The Delaware County Interactive Gaming Revenue Authority is getting its feet under it.
The fledgling authority’s job is to pump monies from online gaming tax revenue into community non-profits.
The authority exists because Delaware County hosts Harrah’s Philadelphia Casino and Racetrack, which is in Delco’s largest city, Chester. Online, Harrah’s hosts Caesars Online Casino as well as WSOP.com for online poker and Caesars Sportsbook.
Tax revenue funds from interactive gaming (2% for online table games, poker, and sports betting; 7% for online slots) flow to the county and are then passed on to the authority. Similar authorities exist in other PA host counties, such as Dauphin and Erie. The authorities answer to the state’s Commonwealth Financing Authority.
Delco Authority spreads gaming revenue around county of more than 567,000
Just last month, the Delco authority began giving away grant money for the first time. The authority sent out $90,000 to 15 vetted community organizations around the county in the form of $5,000 checks.
And the authority plans to soon send out $50,000 more to assist volunteer emergency responders throughout the exurban communities southwest of Philadelphia, which ranges from densely populated municipalities to semi-rural communities.
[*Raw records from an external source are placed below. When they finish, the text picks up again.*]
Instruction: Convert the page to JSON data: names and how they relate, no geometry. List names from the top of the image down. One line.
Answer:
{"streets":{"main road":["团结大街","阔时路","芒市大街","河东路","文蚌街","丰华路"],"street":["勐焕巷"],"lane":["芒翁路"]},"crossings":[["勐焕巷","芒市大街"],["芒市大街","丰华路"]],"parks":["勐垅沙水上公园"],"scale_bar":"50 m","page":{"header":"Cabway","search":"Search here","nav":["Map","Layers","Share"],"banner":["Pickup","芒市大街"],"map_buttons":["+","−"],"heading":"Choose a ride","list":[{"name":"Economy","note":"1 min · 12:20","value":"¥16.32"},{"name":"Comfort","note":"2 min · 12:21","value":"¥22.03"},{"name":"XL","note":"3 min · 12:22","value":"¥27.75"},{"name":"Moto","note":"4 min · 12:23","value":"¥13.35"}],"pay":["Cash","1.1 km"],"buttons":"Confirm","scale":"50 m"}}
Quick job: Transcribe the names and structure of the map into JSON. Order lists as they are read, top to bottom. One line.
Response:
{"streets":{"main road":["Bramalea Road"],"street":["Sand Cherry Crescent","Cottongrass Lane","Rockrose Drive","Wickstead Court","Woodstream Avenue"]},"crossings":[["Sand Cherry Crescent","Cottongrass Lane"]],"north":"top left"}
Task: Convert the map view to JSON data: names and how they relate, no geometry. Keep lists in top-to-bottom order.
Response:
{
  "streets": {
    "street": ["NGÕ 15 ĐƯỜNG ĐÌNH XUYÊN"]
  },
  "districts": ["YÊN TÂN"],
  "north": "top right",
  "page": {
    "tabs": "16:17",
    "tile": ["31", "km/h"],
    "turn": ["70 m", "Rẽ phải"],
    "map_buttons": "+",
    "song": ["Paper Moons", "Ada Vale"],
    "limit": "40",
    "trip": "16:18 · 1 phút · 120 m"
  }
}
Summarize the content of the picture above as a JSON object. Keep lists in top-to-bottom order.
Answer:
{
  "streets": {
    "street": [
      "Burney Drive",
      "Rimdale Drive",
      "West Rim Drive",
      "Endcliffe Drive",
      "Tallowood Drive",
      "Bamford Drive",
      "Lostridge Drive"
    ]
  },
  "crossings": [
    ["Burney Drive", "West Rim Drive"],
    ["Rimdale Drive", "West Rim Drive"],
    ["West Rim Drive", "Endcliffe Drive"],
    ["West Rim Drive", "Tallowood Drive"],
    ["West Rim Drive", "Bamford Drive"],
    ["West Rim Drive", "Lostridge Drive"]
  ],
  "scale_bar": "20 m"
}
Babysteps still to come for interactive gaming revenue authority
The organization has hired an auditor and a lawyer, but COVID-19 slowed them down, forcing meetings to virtual presentations until recently, cutting down public awareness and input.
They have no staff, though they now finally have email: [email protected]. Members of the authority are themselves checking the email feed.
For now, they are meeting monthly, but they may shift to quarterly next year. The next meeting is on Nov. 18 at 2 p.m. at the county building in Media, the county seat.
Authority is little known and still without a website
The authority is quite low-profile, and while meetings are open, traditionally the public has not shown up. Their online meetings attract just a handful of viewers.
Meanwhile, the cumbersomely known DCIGRA still lacks even a website. They may choose a vendor to build and administer one in November. An initial request for proposals for the website build yielded many proposals which were way too pricey, according to one member.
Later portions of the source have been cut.